全体的な"純米酒志向"は平成26, 27酒造年度に比べて弱まっているものの、それでも「山田錦以外の酒米をつかった純米酒」で金賞を射止めた蔵数は昨年よりも多くありました。
「山田錦以外の純米酒」での金賞受賞酒
<結の香(岩手)>
- 「鷲の尾 結の香」株式会社わしの尾
- 「酔仙」酔仙酒造株式会社 大船渡蔵
- 「堀の井」髙橋 良司
<ひより(宮城)>
- 「宮寒梅」合名会社寒梅酒造
<秋田酒こまち(秋田)>
- 「ゆきの美人」秋田醸造株式会社
- 「天の戸」浅舞酒造株式会社
- 「出羽鶴」出羽鶴酒造株式会社
<雪女神(山形)>
- 「白露垂珠」竹の露合資会社
<五百万石>
- 「夢心」夢心酒造株式会社(福島)
<短稈渡船>
- 「府中誉 渡舟」府中誉株式会社(茨城)
<雄町>
- 「結ゆい」結城酒造株式会社(茨城)
<愛山>
- 「始禄」中島醸造株式会社(岐阜)
以前の記事でご紹介したように、金賞を獲りにいくなら、山田錦を原料にしたアル添の大吟醸が定石でしょう。そのなかで、米の特徴を活かしながら味をじゅうぶんに乗せつつ、アル添酒に混じっても遜色のない、きれいで軽快な、そしてキレのある酒を、数ヶ月もの間フレッシュな状態で維持させるという技をもった酒蔵がいくつもありました。これが全国新酒鑑評会でいう"技術"なんですね。

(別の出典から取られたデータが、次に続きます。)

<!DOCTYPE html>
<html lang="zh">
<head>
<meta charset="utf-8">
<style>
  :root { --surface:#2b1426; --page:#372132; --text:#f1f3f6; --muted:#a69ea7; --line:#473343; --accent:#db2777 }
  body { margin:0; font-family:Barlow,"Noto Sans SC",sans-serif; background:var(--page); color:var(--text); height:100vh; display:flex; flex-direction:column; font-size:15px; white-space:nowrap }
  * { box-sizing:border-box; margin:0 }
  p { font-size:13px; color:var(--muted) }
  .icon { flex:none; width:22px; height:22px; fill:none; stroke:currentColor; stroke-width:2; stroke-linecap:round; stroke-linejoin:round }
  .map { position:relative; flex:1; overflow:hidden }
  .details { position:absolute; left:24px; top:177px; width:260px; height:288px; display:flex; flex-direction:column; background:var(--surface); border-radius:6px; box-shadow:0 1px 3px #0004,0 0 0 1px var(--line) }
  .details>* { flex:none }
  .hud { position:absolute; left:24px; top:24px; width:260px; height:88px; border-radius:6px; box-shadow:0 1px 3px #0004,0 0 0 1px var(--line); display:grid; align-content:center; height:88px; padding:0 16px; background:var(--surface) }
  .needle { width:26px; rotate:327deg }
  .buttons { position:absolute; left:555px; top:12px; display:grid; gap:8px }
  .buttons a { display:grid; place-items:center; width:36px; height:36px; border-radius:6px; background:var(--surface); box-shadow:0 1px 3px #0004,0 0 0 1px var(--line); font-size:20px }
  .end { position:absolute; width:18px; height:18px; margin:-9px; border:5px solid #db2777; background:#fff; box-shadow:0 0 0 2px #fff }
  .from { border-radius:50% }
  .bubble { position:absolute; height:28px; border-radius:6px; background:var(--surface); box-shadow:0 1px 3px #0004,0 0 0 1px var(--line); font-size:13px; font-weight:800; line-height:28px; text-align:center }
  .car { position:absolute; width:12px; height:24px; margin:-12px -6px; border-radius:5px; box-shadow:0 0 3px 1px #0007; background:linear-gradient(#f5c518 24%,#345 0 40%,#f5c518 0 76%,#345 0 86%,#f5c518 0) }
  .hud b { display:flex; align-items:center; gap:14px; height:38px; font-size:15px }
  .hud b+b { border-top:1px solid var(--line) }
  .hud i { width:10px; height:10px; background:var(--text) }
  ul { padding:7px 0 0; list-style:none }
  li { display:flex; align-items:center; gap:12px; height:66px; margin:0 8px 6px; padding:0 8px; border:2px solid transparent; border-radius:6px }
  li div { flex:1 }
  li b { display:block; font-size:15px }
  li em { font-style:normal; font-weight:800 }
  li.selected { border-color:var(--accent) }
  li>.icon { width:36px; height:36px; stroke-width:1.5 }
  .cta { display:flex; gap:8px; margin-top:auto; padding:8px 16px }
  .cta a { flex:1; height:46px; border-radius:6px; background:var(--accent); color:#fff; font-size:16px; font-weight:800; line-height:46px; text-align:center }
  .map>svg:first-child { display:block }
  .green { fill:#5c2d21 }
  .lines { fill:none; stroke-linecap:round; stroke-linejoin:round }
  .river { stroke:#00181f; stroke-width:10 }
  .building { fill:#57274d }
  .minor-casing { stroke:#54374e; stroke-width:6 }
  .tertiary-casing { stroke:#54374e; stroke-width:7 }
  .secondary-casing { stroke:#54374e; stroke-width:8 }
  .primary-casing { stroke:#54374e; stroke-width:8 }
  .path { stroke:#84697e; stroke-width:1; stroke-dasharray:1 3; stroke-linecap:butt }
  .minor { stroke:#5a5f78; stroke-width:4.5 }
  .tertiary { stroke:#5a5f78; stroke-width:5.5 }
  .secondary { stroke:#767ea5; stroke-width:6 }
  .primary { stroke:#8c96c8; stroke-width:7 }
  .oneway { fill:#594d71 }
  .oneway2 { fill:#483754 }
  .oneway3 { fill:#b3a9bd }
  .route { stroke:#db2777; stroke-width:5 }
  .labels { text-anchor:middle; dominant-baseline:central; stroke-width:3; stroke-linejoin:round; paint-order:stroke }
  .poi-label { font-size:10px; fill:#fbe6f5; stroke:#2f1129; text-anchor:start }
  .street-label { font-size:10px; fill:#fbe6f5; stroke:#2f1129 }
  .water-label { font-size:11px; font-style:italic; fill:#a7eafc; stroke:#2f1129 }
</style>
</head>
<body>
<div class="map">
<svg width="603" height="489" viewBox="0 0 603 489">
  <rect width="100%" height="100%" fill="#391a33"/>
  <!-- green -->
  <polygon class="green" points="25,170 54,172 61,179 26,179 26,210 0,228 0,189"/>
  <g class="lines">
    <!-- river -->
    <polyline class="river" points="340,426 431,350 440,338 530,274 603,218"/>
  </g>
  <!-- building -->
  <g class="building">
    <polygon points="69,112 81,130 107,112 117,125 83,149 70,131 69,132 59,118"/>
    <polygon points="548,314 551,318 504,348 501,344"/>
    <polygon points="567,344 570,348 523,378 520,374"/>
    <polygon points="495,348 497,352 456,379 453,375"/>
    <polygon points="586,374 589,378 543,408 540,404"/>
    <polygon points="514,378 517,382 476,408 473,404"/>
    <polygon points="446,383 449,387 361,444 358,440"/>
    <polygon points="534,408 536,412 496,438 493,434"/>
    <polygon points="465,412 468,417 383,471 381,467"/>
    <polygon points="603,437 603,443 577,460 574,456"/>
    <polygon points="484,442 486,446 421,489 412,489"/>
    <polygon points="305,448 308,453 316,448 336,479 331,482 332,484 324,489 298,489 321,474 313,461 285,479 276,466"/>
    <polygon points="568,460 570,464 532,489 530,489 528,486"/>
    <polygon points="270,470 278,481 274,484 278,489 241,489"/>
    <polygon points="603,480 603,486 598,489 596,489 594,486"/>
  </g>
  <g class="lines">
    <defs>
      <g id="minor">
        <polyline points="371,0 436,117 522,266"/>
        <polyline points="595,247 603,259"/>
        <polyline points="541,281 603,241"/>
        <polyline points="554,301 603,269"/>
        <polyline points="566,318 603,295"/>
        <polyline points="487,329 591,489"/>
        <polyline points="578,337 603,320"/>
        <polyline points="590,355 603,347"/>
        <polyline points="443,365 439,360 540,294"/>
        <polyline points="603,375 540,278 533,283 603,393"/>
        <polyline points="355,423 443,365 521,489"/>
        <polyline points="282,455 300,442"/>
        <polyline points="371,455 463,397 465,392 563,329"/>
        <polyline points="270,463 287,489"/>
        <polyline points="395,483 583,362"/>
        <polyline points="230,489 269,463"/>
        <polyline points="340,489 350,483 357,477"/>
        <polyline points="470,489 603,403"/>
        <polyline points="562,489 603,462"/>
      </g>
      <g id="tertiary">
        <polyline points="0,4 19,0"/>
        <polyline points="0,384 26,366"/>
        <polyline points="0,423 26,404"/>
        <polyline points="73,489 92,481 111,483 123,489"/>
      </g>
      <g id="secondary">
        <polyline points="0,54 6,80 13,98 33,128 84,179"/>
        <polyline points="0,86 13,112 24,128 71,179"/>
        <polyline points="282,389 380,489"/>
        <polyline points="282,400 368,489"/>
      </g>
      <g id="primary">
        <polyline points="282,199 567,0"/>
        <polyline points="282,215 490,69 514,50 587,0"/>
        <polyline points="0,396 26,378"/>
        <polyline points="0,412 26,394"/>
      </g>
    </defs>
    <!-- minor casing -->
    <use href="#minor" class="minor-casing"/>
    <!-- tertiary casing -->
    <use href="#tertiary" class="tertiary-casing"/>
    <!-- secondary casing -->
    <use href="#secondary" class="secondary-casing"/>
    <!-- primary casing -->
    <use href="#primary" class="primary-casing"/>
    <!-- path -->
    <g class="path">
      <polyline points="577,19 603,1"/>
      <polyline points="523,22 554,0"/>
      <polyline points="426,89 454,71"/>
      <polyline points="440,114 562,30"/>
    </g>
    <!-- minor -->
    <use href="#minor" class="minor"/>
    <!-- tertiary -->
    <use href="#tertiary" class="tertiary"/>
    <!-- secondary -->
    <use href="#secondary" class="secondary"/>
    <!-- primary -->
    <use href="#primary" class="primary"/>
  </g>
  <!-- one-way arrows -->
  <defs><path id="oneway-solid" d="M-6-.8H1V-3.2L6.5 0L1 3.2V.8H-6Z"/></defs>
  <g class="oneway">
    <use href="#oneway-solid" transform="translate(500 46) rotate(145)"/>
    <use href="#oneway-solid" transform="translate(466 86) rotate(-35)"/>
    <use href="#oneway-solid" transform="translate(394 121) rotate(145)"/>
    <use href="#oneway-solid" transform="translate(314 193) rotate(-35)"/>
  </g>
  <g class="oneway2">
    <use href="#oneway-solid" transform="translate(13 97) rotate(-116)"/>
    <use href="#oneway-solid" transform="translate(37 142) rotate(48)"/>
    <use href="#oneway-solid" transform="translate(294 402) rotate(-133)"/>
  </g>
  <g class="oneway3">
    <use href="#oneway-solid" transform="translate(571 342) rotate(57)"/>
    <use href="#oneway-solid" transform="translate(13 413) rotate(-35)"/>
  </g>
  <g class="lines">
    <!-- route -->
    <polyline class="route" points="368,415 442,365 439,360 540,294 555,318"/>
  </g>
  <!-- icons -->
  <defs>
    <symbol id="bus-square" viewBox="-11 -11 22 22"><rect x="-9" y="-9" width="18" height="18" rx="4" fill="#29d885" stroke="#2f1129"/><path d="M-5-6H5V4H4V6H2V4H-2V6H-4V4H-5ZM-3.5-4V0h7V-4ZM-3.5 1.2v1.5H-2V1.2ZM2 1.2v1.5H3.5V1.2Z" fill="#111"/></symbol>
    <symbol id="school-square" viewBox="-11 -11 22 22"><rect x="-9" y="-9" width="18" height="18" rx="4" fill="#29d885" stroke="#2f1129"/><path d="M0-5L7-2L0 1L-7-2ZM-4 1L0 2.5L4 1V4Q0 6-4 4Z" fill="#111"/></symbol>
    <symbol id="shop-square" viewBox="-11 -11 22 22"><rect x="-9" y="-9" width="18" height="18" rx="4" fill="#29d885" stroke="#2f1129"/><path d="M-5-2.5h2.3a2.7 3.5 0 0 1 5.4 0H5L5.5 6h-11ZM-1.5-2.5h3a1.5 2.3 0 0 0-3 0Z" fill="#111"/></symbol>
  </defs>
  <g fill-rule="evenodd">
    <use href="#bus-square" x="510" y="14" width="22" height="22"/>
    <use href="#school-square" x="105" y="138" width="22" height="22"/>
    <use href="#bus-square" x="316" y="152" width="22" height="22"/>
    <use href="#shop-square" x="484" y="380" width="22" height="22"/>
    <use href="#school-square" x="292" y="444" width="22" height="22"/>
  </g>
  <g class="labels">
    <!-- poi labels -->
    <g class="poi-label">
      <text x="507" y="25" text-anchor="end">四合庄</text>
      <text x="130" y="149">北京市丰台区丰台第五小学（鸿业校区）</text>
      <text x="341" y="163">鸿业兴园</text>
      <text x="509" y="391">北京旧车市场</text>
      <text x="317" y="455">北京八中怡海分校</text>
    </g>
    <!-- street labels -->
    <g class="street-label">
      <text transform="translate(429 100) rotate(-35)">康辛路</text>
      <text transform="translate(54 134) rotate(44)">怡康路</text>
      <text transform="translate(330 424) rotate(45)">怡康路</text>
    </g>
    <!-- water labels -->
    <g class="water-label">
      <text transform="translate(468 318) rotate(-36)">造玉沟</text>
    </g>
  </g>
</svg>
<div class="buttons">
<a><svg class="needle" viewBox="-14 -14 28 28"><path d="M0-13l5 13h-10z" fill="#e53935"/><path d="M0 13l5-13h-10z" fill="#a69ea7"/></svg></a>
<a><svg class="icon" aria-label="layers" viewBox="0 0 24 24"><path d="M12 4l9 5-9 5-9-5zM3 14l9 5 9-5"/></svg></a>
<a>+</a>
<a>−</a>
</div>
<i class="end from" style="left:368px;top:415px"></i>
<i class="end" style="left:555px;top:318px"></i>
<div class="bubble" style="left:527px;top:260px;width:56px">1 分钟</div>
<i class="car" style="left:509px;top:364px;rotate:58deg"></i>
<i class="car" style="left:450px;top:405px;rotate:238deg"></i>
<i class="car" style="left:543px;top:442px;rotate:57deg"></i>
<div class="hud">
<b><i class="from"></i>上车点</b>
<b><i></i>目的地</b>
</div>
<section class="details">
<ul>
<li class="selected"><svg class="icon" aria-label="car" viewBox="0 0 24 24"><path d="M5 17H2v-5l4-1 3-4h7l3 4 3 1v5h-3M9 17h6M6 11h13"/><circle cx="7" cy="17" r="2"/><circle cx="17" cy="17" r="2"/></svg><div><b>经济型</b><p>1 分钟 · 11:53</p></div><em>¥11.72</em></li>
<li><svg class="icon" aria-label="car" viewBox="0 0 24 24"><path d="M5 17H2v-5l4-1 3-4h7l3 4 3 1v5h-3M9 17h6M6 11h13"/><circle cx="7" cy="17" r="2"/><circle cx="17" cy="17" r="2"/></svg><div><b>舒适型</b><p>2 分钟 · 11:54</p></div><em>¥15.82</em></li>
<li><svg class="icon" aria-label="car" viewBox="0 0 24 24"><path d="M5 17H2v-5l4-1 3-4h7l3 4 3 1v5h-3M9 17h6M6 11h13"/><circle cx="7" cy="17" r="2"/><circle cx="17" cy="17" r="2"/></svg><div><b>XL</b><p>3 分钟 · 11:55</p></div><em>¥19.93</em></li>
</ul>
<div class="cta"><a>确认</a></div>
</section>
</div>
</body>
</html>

現役蔵人から見ると、山田錦を使ったアル添酒で出品すれば、かなり安定して賞が狙えると感じています。味に芯があり、貯蔵期間が長くなってもダレにくいのは山田錦の強み。純米酒の強い旨味はアル添酒に混じると雑味に感じられてしまうでしょう。ですが、いかに"金賞を獲る酒になるか"という技は、杜氏のみぞ知るところ。そして、やりがいをもっとも感じる部分です。
ともあれ、金賞を獲った蔵の蔵人たちは誇らしそうで、杜氏はどこかホッとしたような顔をしていました。